YOUR ASSIGNMENT:
Beneath this task are records; print exactly the stretch of them from the line with "for (const r" through the line with "ctx.strokeStyle = halo;", both ends included.

..........

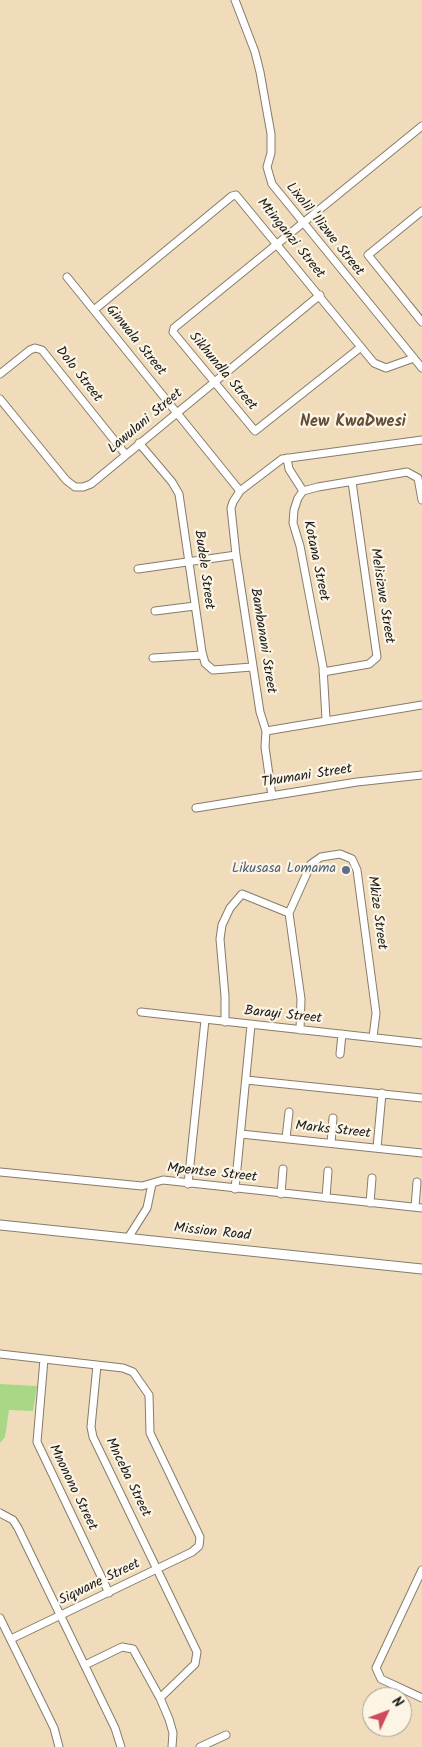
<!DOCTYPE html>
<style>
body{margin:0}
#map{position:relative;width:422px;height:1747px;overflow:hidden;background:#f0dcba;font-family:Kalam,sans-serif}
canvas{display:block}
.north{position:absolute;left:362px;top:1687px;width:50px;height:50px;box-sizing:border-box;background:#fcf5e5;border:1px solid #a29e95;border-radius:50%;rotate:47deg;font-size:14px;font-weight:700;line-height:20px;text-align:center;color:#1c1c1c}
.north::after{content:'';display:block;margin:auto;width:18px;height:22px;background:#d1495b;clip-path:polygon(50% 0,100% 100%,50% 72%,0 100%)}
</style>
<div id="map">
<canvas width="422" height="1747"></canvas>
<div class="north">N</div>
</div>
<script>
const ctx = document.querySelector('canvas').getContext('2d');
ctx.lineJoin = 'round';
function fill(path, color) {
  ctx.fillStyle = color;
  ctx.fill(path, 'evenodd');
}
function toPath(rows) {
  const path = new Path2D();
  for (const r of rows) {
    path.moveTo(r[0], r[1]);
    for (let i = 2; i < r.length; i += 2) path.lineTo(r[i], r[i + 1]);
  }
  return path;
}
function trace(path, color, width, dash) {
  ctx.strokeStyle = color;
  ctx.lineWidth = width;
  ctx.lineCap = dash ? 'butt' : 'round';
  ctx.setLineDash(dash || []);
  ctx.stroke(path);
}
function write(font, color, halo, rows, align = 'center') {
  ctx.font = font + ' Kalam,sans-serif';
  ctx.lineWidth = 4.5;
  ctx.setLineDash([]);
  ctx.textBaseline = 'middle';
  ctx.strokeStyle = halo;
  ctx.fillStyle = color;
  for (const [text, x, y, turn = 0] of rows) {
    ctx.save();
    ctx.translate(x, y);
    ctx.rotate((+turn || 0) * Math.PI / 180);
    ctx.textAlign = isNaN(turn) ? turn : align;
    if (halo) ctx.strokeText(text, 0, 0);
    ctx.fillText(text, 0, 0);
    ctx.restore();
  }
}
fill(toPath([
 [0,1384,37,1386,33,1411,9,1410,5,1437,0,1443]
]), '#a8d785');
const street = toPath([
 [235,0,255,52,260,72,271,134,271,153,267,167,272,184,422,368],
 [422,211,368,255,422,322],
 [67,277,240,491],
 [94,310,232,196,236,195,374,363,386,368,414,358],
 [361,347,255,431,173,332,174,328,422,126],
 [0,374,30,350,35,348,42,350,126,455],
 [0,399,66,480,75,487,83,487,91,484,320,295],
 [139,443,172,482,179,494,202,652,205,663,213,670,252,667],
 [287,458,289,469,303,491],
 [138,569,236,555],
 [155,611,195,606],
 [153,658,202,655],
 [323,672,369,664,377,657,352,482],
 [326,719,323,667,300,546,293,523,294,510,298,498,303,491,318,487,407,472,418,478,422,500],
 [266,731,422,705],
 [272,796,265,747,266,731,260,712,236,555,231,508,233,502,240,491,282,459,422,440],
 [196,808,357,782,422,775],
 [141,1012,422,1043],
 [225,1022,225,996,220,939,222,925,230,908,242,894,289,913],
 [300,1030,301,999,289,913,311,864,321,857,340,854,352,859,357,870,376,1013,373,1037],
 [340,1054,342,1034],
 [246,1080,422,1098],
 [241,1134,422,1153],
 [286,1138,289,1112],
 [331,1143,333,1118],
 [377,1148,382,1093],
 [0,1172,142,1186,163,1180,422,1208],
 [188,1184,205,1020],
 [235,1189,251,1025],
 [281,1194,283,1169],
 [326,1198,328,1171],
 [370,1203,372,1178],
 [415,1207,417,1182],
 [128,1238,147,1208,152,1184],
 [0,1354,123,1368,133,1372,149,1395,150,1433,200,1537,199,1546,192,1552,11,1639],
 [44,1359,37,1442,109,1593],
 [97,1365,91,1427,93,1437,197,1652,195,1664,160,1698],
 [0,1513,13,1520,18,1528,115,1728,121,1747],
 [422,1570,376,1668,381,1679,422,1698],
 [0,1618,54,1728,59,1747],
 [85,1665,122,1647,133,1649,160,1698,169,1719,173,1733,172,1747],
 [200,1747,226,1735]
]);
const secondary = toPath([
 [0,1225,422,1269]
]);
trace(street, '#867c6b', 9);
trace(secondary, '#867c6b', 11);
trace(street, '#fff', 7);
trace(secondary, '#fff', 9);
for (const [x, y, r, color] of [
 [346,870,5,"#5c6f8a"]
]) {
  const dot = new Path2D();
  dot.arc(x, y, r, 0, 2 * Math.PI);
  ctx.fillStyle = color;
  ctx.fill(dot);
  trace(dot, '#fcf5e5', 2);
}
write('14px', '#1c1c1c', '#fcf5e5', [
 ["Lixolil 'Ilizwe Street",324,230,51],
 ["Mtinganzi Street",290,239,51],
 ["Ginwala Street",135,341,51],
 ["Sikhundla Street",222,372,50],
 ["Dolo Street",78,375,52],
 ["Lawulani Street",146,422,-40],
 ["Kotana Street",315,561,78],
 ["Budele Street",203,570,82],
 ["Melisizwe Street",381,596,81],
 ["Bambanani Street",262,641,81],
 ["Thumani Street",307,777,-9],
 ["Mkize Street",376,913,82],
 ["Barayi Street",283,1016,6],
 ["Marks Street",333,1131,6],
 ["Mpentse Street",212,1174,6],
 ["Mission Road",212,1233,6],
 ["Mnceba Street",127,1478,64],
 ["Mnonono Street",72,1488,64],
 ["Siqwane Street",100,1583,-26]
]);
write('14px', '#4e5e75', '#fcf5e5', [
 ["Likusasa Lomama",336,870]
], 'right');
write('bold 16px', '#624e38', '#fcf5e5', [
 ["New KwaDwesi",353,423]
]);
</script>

..........

TASK RESPONSE:
  for (const r of rows) {
    path.moveTo(r[0], r[1]);
    for (let i = 2; i < r.length; i += 2) path.lineTo(r[i], r[i + 1]);
  }
  return path;
}
function trace(path, color, width, dash) {
  ctx.strokeStyle = color;
  ctx.lineWidth = width;
  ctx.lineCap = dash ? 'butt' : 'round';
  ctx.setLineDash(dash || []);
  ctx.stroke(path);
}
function write(font, color, halo, rows, align = 'center') {
  ctx.font = font + ' Kalam,sans-serif';
  ctx.lineWidth = 4.5;
  ctx.setLineDash([]);
  ctx.textBaseline = 'middle';
  ctx.strokeStyle = halo;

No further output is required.